Well, what it means is that I'm responsible for the statistics that appear on our website. We have a server dedicated to producing our stat updates (both the nightly updates of stuff that appears on the cards, sortables and reports like the Playoff Odds, and the bigger offseason stuff like PECOTA), and I'm responsible for developing and implementing the stuff that goes into all of that. This gets split into doing research on things we could be doing, implementing it and maintaining it. We also do a lot of one-off projects for our authors, and I help out with that from time to time, although the bulk of that is done by Tim Collins and Ryan Lind. I end up writing a lot of SQL code, although we use some other scripting languages as well (primarily shell scripts and Python).
So naturally you have to be very handy with coding but what about the sabermetric side of it; is the coding more complex than either learning or staying up to date with what's happening within the field of sabermetrics, or is it the other way around?
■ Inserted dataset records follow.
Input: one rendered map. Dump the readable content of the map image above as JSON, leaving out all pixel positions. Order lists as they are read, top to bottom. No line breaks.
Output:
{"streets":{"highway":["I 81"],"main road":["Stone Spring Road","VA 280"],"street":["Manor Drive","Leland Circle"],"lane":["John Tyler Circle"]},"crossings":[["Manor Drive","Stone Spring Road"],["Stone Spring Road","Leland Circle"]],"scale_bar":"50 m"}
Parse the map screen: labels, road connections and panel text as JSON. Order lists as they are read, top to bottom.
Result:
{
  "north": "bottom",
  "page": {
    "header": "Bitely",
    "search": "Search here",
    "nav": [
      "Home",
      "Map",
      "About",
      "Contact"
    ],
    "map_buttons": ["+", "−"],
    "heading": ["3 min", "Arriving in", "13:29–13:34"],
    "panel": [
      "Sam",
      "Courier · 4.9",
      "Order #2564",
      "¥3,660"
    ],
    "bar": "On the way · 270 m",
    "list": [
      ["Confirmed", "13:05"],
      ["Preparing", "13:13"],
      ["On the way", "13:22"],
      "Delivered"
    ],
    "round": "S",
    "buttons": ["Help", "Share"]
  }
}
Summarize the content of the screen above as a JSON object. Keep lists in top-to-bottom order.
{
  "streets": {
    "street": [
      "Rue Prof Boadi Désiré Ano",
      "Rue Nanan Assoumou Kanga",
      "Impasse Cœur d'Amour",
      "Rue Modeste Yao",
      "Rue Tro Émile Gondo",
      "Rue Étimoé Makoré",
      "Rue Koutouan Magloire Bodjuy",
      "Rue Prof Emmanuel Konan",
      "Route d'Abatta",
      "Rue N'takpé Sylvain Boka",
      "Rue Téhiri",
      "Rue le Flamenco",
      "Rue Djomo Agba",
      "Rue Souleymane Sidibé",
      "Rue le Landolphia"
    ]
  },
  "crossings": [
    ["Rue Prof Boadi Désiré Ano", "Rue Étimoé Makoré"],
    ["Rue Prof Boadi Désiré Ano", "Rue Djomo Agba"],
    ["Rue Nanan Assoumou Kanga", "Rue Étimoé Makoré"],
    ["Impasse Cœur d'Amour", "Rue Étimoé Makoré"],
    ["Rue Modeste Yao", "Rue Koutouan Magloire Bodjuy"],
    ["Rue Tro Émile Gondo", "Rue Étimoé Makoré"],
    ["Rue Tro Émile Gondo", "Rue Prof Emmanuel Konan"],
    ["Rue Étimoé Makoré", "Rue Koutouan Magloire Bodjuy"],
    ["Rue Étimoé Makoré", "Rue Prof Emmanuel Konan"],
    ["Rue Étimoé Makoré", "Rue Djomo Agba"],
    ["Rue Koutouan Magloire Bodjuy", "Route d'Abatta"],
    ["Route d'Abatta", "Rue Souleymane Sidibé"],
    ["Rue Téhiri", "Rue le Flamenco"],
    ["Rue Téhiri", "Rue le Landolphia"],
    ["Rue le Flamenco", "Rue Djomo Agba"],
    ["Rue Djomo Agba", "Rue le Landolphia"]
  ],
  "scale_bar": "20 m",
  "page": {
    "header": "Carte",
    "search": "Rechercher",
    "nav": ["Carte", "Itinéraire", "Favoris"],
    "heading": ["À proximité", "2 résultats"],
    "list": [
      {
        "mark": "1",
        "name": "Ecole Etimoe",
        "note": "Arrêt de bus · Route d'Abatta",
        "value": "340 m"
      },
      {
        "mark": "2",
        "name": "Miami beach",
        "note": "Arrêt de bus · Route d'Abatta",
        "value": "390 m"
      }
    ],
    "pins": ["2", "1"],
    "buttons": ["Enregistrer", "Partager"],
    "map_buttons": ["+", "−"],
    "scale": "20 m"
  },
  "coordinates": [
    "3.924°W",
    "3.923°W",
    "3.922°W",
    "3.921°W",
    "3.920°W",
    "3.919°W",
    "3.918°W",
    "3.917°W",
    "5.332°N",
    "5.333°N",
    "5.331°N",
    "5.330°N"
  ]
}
You're always learning new things. There's really three parts to it -- one is coding, one is statistics and one is baseball. So you want to read up on sabermetrics, definitely. And not just in sabermetrics, but what people are writing about baseball in general. And not just the current stuff -- current stuff is good, but you want to have a bit of historic reading done too. Patriot has a lot of good stuff on his site, for instance.
But you certainly want to be reading non-sports statistics stuff now and again, as well as stuff on computer programming. They're your tools, after all, and you're going to work quicker and better if you understand your tools. I see a lot of people who talk about all they know is Excel, and you're really limiting yourself if that's the heaviest tool in your skillset. It's not going to serve you well for big datasets, and it makes reusing things a real pain. I do a lot of research in straight SQL, I'll do a lot of things in a software package called gretl (which is free to download and really easy to use), I'll dip into GNU R or Python for some heavier number crunching. And, y'know, better tools won't make a bad analyst good -- you absolutely need to start off with a firm grasp of both baseball, statistics and data collection. But better tools empower a good analyst a lot more. So I'd say it's more important and more difficult to learn the analysis and sabermetrics portions of it.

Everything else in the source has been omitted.